The Master’s thesis examines the application of the General Administrative Procedure Act in public utility service providers of the Municipality of Ljubljana. The purpose is to identify when the Act, as a fundamental procedural framework (Articles 1–4), applies directly, where sectoral regulations introduce specific rules, and where gaps emerge between legal norms and practice. The methodology combines legal-dogmatic analysis (General Administrative Procedure Act, Public Utilities Act, Charter of Fundamental Rights of the European Union, Protocol No. 26, Article 106 of the Treaty on the Functioning of the European Union, case law, especially the Altmark judgment), document review, and an empirical study with a survey and interviews in Energetika Ljubljana, VOKA SNAGA, Ljubljana Public Transport, and ŽALE.

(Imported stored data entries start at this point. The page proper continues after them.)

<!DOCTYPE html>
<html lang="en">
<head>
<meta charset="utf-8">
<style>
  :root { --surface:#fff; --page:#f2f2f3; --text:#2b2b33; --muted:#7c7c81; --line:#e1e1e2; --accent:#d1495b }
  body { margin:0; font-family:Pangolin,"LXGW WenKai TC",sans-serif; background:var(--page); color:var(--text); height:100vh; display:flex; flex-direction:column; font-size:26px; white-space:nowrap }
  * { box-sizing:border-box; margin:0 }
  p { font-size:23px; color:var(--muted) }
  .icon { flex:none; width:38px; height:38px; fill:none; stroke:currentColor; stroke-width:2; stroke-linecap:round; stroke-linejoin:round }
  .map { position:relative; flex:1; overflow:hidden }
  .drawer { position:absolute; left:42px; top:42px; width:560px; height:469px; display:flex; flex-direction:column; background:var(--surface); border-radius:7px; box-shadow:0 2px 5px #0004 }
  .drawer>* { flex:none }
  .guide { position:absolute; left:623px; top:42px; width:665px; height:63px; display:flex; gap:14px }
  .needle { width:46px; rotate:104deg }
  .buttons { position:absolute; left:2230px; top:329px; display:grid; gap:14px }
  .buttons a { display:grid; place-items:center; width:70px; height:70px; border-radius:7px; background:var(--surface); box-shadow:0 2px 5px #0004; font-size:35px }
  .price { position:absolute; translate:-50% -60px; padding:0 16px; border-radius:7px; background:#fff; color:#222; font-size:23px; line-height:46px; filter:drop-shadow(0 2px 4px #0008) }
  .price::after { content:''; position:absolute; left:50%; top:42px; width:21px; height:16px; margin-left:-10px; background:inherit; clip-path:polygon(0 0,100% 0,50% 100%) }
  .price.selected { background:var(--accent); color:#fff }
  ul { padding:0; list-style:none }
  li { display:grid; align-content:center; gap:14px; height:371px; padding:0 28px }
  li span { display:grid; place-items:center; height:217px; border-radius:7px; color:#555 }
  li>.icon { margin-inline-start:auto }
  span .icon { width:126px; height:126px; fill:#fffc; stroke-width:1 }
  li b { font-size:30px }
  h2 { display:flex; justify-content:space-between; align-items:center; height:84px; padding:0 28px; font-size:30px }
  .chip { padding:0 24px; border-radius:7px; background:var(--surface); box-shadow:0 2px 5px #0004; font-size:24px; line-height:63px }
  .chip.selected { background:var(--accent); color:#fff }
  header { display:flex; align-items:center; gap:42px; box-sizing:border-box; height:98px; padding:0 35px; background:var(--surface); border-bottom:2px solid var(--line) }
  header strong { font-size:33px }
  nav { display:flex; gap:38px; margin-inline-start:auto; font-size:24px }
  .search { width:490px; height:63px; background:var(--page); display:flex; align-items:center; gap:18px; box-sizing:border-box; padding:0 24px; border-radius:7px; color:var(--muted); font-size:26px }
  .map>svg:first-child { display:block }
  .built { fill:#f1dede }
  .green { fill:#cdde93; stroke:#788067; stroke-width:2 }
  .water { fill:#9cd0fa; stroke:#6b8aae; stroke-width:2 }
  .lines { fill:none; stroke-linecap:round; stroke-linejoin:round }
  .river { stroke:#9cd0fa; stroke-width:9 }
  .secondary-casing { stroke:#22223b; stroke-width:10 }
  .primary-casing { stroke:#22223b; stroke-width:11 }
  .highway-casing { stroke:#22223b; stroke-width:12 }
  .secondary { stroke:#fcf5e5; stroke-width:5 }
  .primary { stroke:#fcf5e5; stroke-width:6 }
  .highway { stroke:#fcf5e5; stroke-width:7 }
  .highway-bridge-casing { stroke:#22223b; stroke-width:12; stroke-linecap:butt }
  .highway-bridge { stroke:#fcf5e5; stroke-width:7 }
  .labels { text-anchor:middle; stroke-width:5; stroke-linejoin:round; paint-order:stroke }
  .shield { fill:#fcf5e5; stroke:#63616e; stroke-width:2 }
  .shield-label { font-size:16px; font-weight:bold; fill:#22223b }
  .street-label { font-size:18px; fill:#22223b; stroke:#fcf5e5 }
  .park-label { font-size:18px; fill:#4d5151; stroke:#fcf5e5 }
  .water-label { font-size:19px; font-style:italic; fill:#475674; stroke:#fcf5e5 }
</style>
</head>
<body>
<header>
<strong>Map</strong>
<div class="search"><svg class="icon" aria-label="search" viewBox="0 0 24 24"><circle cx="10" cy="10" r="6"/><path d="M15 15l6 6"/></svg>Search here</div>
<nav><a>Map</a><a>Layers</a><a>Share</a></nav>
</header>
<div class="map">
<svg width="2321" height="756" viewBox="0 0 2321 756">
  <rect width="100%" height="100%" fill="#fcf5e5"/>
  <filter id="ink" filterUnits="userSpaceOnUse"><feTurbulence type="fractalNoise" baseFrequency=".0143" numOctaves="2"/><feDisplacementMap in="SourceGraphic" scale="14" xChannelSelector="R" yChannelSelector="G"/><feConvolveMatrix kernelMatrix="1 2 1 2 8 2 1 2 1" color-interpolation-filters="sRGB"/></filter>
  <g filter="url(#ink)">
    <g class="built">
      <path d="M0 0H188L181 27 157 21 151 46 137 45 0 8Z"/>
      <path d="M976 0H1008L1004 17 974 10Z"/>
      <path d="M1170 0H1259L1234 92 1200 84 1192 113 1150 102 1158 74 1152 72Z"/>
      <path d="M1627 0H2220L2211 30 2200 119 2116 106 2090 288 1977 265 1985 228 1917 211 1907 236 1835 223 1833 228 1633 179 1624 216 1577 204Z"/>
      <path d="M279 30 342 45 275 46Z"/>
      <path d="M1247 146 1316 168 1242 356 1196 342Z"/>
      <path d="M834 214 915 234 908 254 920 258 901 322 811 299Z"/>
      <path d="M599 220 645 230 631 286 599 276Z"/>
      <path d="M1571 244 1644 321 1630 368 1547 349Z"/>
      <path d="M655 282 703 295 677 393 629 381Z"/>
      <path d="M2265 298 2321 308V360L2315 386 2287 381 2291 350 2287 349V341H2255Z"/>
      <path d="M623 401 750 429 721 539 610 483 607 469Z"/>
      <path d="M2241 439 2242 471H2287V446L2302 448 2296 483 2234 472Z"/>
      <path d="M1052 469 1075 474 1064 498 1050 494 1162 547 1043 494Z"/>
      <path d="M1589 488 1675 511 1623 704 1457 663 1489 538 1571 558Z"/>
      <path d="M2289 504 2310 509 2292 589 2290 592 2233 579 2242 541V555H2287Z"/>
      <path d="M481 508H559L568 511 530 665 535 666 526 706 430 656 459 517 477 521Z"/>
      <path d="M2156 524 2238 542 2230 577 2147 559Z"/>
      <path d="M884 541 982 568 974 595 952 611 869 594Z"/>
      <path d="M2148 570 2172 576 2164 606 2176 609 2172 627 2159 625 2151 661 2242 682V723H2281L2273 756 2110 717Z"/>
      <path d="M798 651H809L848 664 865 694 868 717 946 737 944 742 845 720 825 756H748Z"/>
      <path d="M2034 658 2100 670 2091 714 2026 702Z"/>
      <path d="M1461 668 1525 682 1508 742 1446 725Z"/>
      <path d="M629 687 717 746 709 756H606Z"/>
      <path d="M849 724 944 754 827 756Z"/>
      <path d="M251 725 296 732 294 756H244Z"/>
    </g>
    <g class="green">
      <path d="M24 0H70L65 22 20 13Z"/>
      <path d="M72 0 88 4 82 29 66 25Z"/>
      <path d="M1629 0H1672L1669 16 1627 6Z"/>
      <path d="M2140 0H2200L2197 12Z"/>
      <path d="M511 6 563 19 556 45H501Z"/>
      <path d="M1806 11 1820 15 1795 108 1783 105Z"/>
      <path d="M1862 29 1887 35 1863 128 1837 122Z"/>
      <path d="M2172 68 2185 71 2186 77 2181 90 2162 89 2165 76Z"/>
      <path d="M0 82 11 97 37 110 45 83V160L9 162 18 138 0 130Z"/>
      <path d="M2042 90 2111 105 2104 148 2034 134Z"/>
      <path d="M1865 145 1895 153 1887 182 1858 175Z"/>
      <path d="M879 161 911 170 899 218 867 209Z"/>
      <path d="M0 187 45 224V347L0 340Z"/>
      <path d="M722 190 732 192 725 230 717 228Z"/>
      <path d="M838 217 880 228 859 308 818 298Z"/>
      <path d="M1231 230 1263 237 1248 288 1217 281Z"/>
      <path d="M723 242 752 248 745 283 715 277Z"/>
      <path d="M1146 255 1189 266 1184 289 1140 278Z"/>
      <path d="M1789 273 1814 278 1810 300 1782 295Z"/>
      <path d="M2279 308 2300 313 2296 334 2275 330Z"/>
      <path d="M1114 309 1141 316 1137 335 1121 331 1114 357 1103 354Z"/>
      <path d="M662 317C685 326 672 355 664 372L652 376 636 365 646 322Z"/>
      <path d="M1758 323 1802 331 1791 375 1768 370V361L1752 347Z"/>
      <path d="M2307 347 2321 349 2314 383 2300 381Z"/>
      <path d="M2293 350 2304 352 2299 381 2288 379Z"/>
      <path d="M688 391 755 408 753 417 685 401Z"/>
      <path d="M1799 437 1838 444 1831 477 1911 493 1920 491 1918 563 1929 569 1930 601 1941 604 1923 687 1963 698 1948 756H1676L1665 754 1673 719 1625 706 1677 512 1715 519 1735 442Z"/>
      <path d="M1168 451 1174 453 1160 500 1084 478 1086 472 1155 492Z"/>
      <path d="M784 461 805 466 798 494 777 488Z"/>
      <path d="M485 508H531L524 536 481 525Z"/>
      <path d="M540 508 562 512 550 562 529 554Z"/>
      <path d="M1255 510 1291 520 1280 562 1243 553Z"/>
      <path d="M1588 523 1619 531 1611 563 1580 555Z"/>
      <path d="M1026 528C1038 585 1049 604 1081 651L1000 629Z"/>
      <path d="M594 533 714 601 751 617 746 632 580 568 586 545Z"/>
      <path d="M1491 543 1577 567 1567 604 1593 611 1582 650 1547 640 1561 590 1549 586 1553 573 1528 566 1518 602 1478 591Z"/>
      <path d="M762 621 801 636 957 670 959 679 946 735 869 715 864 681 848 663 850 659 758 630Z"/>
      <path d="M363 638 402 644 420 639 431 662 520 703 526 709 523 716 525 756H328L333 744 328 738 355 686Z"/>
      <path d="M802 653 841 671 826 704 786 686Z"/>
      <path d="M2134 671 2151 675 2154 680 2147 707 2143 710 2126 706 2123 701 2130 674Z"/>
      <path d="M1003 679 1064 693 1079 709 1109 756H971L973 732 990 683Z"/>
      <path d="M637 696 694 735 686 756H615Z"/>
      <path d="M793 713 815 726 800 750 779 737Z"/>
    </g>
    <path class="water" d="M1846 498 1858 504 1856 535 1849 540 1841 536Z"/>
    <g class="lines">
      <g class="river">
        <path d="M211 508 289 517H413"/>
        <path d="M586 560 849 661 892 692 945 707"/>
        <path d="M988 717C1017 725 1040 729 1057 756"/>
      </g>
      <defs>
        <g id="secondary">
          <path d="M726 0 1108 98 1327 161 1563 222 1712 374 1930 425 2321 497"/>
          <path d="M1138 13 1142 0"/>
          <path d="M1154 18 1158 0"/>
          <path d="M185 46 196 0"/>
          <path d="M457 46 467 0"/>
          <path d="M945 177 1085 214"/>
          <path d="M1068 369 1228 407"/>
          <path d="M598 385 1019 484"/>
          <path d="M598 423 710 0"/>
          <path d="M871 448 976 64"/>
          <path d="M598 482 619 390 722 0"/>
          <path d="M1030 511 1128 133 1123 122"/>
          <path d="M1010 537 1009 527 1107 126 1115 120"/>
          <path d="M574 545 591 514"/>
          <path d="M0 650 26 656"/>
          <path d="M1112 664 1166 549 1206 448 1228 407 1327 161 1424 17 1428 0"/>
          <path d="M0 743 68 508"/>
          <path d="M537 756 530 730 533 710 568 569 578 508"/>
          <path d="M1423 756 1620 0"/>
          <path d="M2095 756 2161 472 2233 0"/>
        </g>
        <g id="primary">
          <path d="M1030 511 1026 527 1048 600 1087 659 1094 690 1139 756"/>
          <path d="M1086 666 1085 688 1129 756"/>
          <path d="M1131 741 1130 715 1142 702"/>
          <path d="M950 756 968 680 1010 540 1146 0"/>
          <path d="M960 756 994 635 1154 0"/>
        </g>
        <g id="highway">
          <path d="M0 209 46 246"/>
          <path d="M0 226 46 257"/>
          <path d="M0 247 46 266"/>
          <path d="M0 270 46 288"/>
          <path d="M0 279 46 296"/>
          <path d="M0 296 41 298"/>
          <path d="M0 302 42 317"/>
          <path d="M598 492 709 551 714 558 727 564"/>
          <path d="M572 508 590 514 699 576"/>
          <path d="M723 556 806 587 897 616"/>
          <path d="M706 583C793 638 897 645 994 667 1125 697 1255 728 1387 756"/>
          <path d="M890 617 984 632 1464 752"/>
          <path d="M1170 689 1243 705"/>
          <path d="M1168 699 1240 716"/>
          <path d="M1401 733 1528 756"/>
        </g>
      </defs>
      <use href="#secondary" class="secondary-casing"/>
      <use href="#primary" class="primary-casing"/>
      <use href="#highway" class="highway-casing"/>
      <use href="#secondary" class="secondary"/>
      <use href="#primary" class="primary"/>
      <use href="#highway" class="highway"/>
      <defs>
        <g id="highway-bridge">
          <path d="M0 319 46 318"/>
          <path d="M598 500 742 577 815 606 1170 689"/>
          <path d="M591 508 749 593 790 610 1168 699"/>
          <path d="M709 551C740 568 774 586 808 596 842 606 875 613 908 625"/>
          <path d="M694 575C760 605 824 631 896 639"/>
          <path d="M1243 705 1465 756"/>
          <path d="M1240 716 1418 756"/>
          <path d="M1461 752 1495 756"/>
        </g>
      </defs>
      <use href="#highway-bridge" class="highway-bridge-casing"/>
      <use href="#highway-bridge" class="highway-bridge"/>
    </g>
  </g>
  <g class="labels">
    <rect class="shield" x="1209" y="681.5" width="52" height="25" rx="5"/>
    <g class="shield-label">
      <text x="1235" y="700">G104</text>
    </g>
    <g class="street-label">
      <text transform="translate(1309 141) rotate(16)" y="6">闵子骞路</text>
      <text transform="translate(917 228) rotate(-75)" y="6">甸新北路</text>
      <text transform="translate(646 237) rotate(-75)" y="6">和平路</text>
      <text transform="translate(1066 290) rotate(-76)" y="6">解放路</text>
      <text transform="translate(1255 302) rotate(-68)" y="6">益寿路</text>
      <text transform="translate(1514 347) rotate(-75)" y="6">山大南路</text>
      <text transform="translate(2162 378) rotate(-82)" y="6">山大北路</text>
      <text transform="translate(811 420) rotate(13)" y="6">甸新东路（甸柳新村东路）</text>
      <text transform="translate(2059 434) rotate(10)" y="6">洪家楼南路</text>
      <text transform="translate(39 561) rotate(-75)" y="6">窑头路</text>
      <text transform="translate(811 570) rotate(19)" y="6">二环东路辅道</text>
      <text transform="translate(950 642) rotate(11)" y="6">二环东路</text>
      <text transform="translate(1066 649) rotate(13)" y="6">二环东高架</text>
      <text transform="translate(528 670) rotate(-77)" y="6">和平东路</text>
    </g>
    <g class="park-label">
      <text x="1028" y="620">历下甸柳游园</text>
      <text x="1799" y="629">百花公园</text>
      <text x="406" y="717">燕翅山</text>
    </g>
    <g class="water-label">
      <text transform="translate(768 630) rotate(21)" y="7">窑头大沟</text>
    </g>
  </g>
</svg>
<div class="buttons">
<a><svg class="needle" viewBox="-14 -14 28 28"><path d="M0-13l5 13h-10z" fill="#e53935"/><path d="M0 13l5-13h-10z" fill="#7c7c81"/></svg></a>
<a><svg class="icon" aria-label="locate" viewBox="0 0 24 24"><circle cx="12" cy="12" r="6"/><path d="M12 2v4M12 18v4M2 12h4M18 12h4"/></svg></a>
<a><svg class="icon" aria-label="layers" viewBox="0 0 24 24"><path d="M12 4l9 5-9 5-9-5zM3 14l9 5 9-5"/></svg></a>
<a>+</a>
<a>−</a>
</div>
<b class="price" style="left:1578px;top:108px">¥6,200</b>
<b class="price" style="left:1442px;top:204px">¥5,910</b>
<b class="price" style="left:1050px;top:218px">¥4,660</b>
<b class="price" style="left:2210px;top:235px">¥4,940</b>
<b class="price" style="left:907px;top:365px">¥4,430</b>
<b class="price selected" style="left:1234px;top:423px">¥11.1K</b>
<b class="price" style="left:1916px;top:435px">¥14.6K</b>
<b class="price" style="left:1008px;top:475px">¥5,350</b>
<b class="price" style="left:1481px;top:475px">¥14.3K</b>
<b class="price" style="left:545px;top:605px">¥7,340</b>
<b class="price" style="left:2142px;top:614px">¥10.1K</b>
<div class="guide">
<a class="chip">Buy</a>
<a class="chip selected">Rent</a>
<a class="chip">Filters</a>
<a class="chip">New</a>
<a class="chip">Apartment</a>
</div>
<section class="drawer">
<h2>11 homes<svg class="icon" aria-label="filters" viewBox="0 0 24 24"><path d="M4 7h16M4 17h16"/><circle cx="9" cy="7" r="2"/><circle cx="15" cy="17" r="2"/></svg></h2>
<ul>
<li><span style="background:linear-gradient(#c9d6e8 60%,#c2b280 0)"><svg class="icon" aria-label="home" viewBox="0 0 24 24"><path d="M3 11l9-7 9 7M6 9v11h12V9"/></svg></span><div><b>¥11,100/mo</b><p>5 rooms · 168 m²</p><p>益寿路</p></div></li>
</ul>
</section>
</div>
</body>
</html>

The results reveal inconsistencies in the application of procedural rules. The number of decisions decreased from 3,746 in 2021 to 2,687 in 2023, while more than half of respondents reported that their organizations did not issue any decisions at all. Adjustments mainly concern applications, deadlines, and forms, while systemic solutions remain rare. The research is limited to the Municipality of Ljubljana, the period 2021–2023 and relies on self-reported data.
The thesis proposes the standardization of forms, deadlines, and the service of documents, the adoption of internal guidelines, the establishment of a catalogue of deviations, targeted training, and digitalization. Such measures would strengthen legal certainty, foster greater consistency in practice, and ensure a balance between the public interest and the rights of individuals.